Problem requirements:
Line by line, transcribe the data below exactly and pass over the images.

───── Data to examine

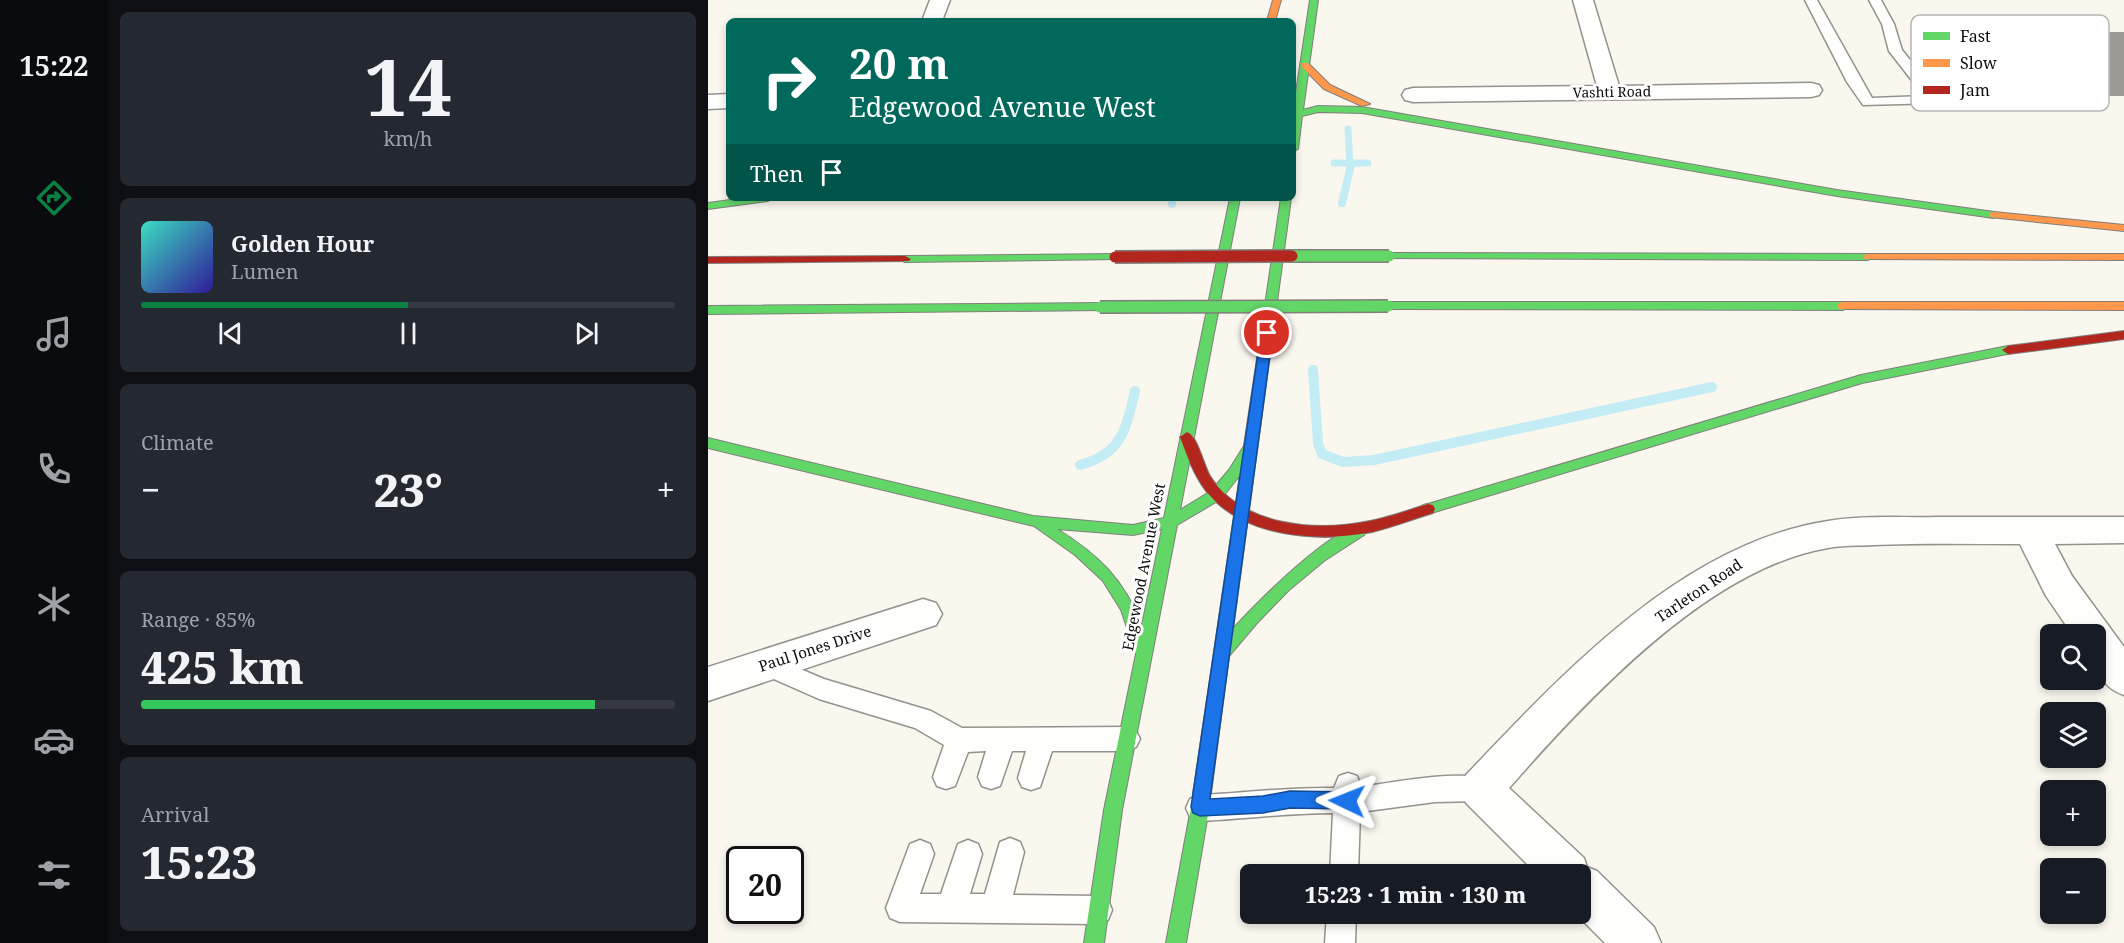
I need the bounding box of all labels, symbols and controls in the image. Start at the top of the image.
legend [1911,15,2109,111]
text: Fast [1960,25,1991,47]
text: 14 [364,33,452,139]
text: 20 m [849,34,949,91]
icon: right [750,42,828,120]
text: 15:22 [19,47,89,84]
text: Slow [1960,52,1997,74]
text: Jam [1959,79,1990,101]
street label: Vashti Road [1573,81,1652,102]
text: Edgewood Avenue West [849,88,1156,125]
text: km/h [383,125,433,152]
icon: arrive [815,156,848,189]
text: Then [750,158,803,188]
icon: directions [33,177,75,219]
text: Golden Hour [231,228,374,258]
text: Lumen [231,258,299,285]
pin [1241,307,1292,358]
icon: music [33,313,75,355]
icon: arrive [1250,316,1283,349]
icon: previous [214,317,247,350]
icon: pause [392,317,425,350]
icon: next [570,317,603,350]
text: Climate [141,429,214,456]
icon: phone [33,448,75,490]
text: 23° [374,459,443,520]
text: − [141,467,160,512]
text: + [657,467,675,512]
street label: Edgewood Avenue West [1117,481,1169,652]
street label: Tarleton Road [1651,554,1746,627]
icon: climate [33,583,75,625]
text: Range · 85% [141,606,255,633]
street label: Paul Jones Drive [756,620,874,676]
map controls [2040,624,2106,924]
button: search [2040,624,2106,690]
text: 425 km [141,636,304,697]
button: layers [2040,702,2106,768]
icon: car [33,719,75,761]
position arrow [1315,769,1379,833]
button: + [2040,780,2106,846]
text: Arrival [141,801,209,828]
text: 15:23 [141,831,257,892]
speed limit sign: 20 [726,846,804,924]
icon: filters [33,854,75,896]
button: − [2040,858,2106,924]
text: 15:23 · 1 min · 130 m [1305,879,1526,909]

──────────

Task response:
I need the bounding box of all labels, symbols and controls in the image. Start at the top of the image.
legend [1911,15,2109,111]
text: Fast [1960,25,1991,47]
text: 14 [364,33,452,139]
text: 20 m [849,34,949,91]
icon: right [750,42,828,120]
text: 15:22 [19,47,89,84]
text: Slow [1960,52,1997,74]
text: Jam [1959,79,1990,101]
street label: Vashti Road [1573,81,1652,102]
text: Edgewood Avenue West [849,88,1156,125]
text: km/h [383,125,433,152]
icon: arrive [815,156,848,189]
text: Then [750,158,803,188]
icon: directions [33,177,75,219]
text: Golden Hour [231,228,374,258]
text: Lumen [231,258,299,285]
pin [1241,307,1292,358]
icon: music [33,313,75,355]
icon: arrive [1250,316,1283,349]
icon: previous [214,317,247,350]
icon: pause [392,317,425,350]
icon: next [570,317,603,350]
text: Climate [141,429,214,456]
icon: phone [33,448,75,490]
text: 23° [374,459,443,520]
text: − [141,467,160,512]
text: + [657,467,675,512]
street label: Edgewood Avenue West [1117,481,1169,652]
street label: Tarleton Road [1651,554,1746,627]
icon: climate [33,583,75,625]
text: Range · 85% [141,606,255,633]
street label: Paul Jones Drive [756,620,874,676]
map controls [2040,624,2106,924]
button: search [2040,624,2106,690]
text: 425 km [141,636,304,697]
button: layers [2040,702,2106,768]
icon: car [33,719,75,761]
position arrow [1315,769,1379,833]
button: + [2040,780,2106,846]
text: Arrival [141,801,209,828]
text: 15:23 [141,831,257,892]
speed limit sign: 20 [726,846,804,924]
icon: filters [33,854,75,896]
button: − [2040,858,2106,924]
text: 15:23 · 1 min · 130 m [1305,879,1526,909]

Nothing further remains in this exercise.